A tortura no Brasil proporcionou grandes "negócios" aos torturadores. Abriu portas para operações de pura corrupção e o silêncio sobre os documentos oficiais impedem ainda hoje que se conheça o verdadeiro perfil desses bandidos. Torturadores, estupradores, assassinos e corruptos.

Chantagem, por exemplo. Muitas vezes o próprio governo por um ou outro ministro se via presa desse tipo de gente, nas informações levantadas pelos serviços de inteligência. Severo Gomes, ministro da Indústria e Comércio no governo Geisel era espionado 24 horas por dia a mando de Mário Henrique Simonsen.
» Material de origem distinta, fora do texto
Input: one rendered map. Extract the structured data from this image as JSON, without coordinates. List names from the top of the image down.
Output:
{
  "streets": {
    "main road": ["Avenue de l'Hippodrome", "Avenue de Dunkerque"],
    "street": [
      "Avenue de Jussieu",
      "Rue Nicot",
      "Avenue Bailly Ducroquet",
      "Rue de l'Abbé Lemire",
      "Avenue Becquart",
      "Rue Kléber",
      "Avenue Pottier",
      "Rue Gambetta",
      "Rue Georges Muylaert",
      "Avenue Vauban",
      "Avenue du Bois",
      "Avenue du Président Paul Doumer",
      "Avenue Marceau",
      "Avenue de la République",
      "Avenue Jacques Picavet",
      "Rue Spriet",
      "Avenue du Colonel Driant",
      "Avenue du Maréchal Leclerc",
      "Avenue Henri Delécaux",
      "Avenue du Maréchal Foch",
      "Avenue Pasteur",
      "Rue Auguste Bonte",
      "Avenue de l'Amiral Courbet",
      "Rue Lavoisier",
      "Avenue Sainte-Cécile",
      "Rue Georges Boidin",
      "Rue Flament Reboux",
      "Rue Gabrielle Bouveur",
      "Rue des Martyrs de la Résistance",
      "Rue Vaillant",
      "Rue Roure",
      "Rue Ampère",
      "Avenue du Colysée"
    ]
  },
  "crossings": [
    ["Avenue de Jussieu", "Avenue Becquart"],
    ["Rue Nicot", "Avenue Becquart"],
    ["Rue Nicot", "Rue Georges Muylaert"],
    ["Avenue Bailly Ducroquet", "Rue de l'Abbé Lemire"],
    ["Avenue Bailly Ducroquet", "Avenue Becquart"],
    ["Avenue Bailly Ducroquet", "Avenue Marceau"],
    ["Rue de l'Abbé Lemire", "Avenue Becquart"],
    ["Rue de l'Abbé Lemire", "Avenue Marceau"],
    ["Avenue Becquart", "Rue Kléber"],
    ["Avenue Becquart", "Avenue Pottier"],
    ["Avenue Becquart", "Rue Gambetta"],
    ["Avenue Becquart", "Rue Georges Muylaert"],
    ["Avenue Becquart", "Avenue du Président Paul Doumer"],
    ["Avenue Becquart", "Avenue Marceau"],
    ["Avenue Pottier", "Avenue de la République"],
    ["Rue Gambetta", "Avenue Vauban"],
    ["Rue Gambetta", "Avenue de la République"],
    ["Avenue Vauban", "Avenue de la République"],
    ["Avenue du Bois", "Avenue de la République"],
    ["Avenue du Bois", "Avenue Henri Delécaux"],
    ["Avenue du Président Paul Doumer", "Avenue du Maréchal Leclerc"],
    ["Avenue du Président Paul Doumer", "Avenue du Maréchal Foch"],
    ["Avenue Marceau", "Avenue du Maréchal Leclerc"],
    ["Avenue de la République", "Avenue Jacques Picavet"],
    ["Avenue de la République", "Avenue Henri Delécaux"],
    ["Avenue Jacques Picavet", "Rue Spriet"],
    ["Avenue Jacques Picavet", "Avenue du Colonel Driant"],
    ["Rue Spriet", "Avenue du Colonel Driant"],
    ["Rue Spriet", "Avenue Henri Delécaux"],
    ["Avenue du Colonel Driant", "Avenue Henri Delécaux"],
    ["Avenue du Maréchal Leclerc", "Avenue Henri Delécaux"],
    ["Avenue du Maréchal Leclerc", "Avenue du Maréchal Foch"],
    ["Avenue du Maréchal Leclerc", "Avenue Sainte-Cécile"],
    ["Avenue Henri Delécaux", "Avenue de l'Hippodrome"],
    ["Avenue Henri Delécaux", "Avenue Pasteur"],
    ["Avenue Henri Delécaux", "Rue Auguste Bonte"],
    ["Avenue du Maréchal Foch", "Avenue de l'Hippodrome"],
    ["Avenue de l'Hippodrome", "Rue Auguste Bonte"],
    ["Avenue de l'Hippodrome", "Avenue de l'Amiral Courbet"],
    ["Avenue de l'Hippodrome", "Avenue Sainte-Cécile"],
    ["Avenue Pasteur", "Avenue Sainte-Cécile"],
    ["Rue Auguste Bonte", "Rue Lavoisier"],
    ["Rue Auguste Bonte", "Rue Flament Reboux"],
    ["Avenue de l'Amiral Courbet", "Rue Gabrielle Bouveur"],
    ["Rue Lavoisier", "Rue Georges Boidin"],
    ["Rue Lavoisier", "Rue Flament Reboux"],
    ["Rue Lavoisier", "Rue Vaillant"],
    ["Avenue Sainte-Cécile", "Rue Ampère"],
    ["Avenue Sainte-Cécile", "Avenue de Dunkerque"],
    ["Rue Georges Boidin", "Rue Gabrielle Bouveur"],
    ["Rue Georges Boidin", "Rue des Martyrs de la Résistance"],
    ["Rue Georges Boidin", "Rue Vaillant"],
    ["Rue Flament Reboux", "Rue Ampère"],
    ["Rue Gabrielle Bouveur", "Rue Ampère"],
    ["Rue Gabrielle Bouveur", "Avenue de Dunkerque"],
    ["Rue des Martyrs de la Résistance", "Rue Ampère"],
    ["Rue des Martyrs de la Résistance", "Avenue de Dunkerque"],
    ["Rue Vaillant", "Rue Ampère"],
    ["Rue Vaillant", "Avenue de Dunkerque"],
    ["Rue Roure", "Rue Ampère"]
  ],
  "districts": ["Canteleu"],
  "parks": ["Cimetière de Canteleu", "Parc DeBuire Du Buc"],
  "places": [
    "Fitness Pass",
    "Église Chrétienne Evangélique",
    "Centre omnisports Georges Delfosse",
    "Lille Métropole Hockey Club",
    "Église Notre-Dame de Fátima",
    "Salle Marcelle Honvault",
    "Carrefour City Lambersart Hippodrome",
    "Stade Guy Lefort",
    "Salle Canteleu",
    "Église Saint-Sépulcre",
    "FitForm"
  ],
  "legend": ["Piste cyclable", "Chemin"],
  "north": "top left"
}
Delfim Neto se valeu desses serviços para afastar adversários tanto nos governos a que pertenceu e dos quais participou, como entre empresários que se opunham às suas diretrizes políticas e econômicas. Ou aos seus "negócios". 

O senador Romeu Tuma, diretor do DOPS de São Paulo e mais tarde diretor do Departamento de Polícia Federal. Era parceiro de Sérgio Fleury Paranhos, um dos mais sanguinários agentes da repressão. Segundo consta na biografia de Tuma ele não torturava. Naturalmente ia caçar passarinhos quando Fleury abria o açougue.

Tuma é senador, Delfim foi deputado por vários mandatos, hoje é um dos principais consultores de empresas e guru de Lula em algumas questões econômicas.

A tortura no Brasil não foi só um momento de barbárie, foi parte do modelo ditatorial corrupto e entreguista. O nacionalismo dessa gente se mede pelos "negócios", está aí o general Augusto Heleno, fiel intérprete no momento atual dos interesses das grandes empresas nacionais e internacionais. E com os mesmos chiliques de patriotismo dos idos de 64. 

Se os norte-americanos soubessem que teria sido mais simples fundar o PSDB, tucanos, comprar Fernando Henrique e ficar esperando por José Serra com a conivência/omissão de Lula, teriam economizado uma nota e resolvido a "coisa" num espaço de tempo menor.